From the listing that follows, count the lines including "color" and give the number alone.

####

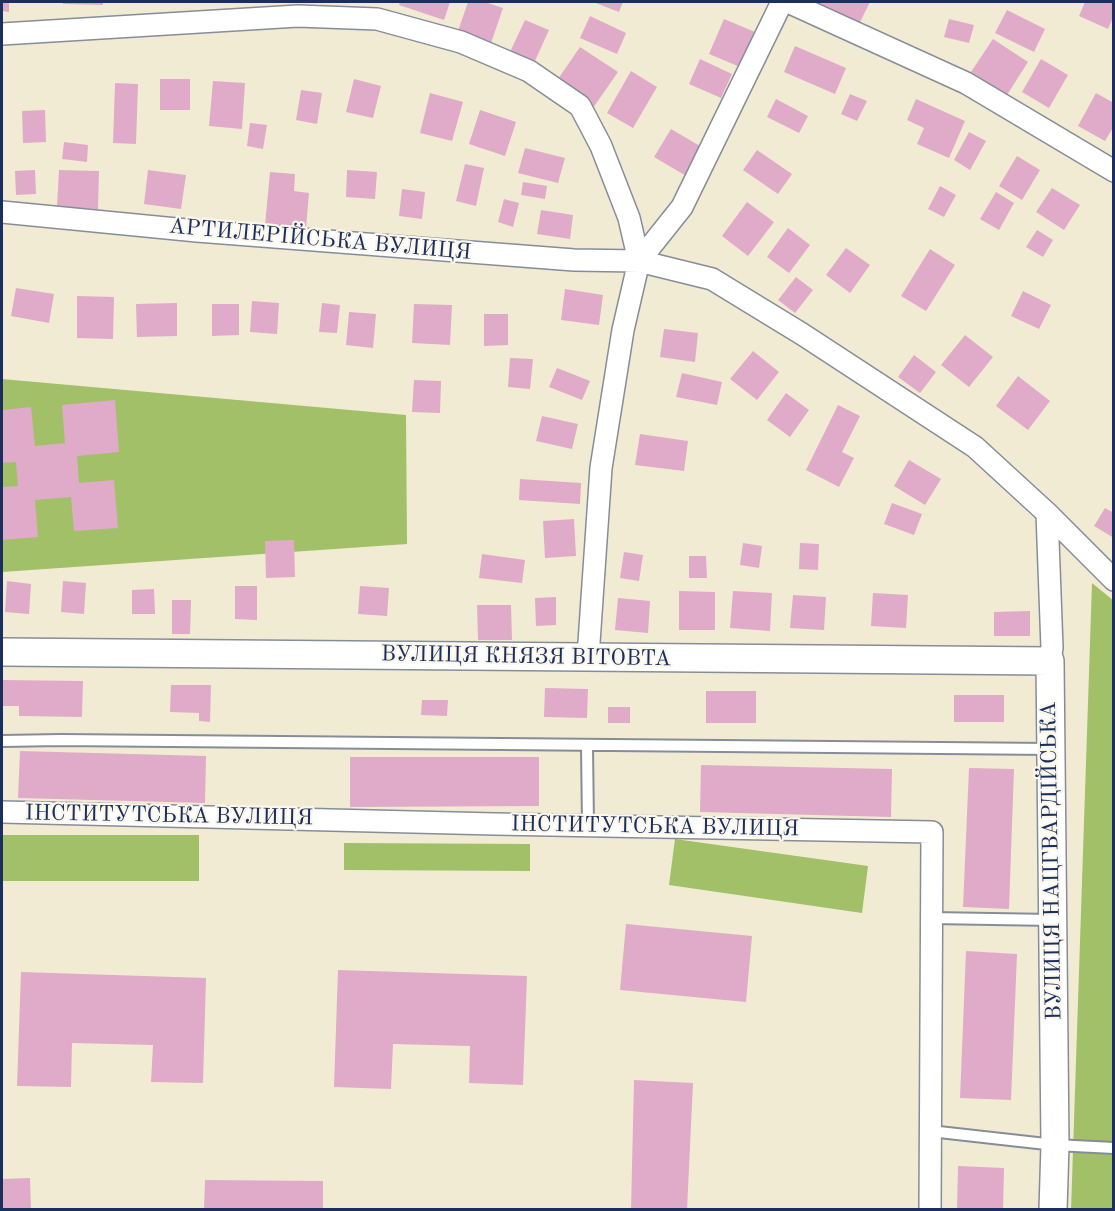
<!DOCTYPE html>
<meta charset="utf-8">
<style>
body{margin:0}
#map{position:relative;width:1115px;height:1211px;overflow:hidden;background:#f2ebd4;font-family:"Old Standard TT",serif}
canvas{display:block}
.frame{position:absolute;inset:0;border:3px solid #1b2f5e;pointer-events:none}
</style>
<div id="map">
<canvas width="1115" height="1211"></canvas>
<div class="frame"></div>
</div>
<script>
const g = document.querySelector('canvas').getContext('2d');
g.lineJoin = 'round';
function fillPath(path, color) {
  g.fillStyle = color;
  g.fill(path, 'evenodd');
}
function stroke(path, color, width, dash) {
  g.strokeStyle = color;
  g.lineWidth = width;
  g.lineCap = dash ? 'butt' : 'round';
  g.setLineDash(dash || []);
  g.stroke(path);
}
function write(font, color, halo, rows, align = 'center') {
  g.font = font + ' "Old Standard TT",serif';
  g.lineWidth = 4.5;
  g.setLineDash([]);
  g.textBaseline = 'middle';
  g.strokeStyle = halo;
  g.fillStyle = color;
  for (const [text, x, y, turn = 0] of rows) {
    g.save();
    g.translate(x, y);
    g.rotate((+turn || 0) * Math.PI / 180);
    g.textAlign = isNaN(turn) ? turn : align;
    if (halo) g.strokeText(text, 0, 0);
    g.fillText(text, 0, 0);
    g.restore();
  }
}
fillPath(new Path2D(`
 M2,379L406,415L407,544L2,572Z
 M1092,583L1114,601V1209L1071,1210Z
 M3,835H199V881H3Z
 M675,839L868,866L862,913L669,885Z
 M344,843L530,844V871L344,870Z`), '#a2c067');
fillPath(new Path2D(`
 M2,2H9V12L2,11Z
 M63,2H103V5L63,4Z
 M400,2H450L444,20L399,5Z
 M468,2H485L503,8L490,46L457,34Z
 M593,2H623L619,12Z
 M813,2H870L859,24Z
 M1085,2H1114V15L1108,29L1079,16Z
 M1007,10L1045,29L1034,52L995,33Z
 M590,16L626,33L617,54L580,38Z
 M724,19L755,32L740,67L709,54Z
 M949,19L974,25L969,43L944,37Z
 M525,20L549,30L534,63L510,52Z
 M993,39L1028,62L1007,95L971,72Z
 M795,46L846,68L835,94L784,72Z
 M580,47L618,72L593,108L556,82Z
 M700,59L732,74L721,98L689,84Z
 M1041,59L1068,75L1049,108L1022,92Z
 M631,71L657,87L633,128L607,113Z
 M160,79H190V110H160Z
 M354,79L381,86L373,118L346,112Z
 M213,81L245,83L242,129L209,126Z
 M115,83L138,84L136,144L113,143Z
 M301,90L322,93L317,124L296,120Z
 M430,93L463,102L452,141L420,133Z
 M1096,93L1114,103V126L1105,141L1078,126Z
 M850,94L867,101L857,121L841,114Z
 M776,99L808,116L799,133L767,117Z
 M916,99L965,121L949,158L917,144L924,128L907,120Z
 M45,110L46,142L23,143L22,111Z
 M480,110L516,122L505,156L469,144Z
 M250,123L267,125L263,149L247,146Z
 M671,129L705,149L688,177L654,157Z
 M969,132L986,141L970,170L954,160Z
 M64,142L88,145L87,162L62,159Z
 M525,148L565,158L558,183L518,173Z
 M757,150L792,174L778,194L743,170Z
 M1017,156L1040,170L1022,200L999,186Z
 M465,164L484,168L476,206L456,201Z
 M35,170L36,194L16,195L15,171Z
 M59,170L99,171L98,209L57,207Z
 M148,170L186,175L181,209L144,204Z
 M347,170L377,172L375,199L346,197Z
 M270,172L295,174L294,191L309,193L306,228L265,225Z
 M523,182L547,186L545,199L521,195Z
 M940,186L956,195L944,217L928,209Z
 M1052,188L1080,205L1064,230L1036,212Z
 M402,189L425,192L422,219L399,216Z
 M996,192L1014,203L999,230L980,219Z
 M504,199L519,203L513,227L498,222Z
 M747,202L774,222L748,256L722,236Z
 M541,210L573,215L570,239L537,234Z
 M788,228L810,245L789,273L767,257Z
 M1037,230L1053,240L1043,257L1026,247Z
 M846,248L870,265L850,293L826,275Z
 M930,249L955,265L926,311L901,296Z
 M796,277L813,290L795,313L778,300Z
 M16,288L54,294L49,323L11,316Z
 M565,289L603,295L599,325L561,320Z
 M1023,291L1051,305L1039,329L1011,316Z
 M77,296L114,297L113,339L77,338Z
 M252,301L279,303L277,334L250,332Z
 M177,303V336L137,337L136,304Z
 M322,303L340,305L337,333L319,332Z
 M212,304H239V335L212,336Z
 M414,304L452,305L450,345L412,343Z
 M349,312L376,314L373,348L346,345Z
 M484,314H508V345L484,346Z
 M664,329L698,333L695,362L660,357Z
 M965,335L993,357L969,387L941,365Z
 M753,351L779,372L757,400L730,379Z
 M914,355L936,372L920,393L898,377Z
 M510,358L533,359L530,389L508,387Z
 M557,368L590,381L582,400L549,387Z
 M682,373L722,382L717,405L676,397Z
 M1018,376L1050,401L1028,430L996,406Z
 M414,380L441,381L440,413L412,412Z
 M786,393L809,410L790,437L767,420Z
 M115,400L119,452L77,456L79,483L114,480L118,528L74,531L71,497L35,500L38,537L2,540V487L18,486L16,462L2,463V410L31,407L35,446L65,443L62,405Z
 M838,405L860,416L842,452L854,458L839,487L806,470Z
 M542,416L578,424L572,449L536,441Z
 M640,434L688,441L684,471L635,465Z
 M909,460L941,479L925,505L894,486Z
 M520,479L581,483L580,504L519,500Z
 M892,503L922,514L914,535L884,524Z
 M1105,508L1114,513V538L1094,526Z
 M574,519L576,556L545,558L543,521Z
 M294,540L295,577L266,578L265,541Z
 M743,543L762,546L759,568L740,565Z
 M800,543L819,544L818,570L799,569Z
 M624,552L643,555L639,581L620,578Z
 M482,554L525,560L522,583L479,578Z
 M689,556H706L707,578H689Z
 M7,581L31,584L29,614L5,612Z
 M63,581L86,583L84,614L61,612Z
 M235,586H257V620L235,619Z
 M360,586L389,588L387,616L358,614Z
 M154,589L155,614H132V590Z
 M679,591L715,592V630H679Z
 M733,591L772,593L770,631L730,628Z
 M873,593L908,595L906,628L871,626Z
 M793,595L826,597L824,630L790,628Z
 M556,597V625L536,626L535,598Z
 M618,598L650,601L648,633L615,630Z
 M172,600H191L190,634H172Z
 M477,605H511L512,640H478Z
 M1030,611V636H994V612Z
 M2,680L83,681L82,717L19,716V706H2Z
 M171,685H211L210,722L199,721V713L170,712Z
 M545,688L588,689L587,718L544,717Z
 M706,691H756V723H706Z
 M954,695H1004V722H954Z
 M422,700H448L447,716L421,715Z
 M608,707H630V723H608Z
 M20,751L206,756L205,803L18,798Z
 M350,757H539V806L350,807Z
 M701,765L892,769L891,817L700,812Z
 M969,768L1014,769L1009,909L963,907Z
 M626,924L752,936L746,1002L620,990Z
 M966,951L1017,954L1011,1100L960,1098Z
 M338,970L527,976L523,1085L469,1083L470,1046L393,1044L391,1089L334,1087Z
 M21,972L206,978L203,1083L151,1082L153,1045L72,1043L71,1087L17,1086Z
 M634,1080L693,1083L687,1210H631Z
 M958,1166L1004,1168L1003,1210H957Z
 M30,1178L31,1210H2V1179Z
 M205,1180L323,1181V1210H204Z`), '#e0abc8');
const service = new Path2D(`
 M2,741L61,740L1051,749
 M587,746L588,825
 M931,918L1053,920
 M930,1131L1055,1145L1114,1148`);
const minor = new Path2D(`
 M788,2L966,83L1114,171
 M2,34L298,16L377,19L461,42L529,71L580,106L601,146L629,218L639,261L712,279L802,334L975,447L1047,513L1114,580
 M2,212L197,231L574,260L639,261
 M1047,513L1052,648L1050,661
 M588,657L601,468L623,330L639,261L682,207L782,2
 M2,812L495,824L932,832L930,1210`);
const tertiary = new Path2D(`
 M2,652L1050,661L1055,1145L1053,1210`);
stroke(service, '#868d99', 14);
stroke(minor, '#868d99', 24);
stroke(tertiary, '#868d99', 30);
stroke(service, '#fff', 10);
stroke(minor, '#fff', 21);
stroke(tertiary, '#fff', 27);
write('22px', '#1b2f5e', '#fbf7ec', [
 ["АРТИЛЕРІЙСЬКА ВУЛИЦЯ",320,240,5],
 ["ВУЛИЦЯ КНЯЗЯ ВІТОВТА",526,657,1],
 ["ІНСТИТУТСЬКА ВУЛИЦЯ",169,816,1],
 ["ІНСТИТУТСЬКА ВУЛИЦЯ",655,827,1],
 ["ВУЛИЦЯ НАЦГВАРДІЙСЬКА",1052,861,-91]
]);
</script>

####

• WRITTEN ANSWER: 6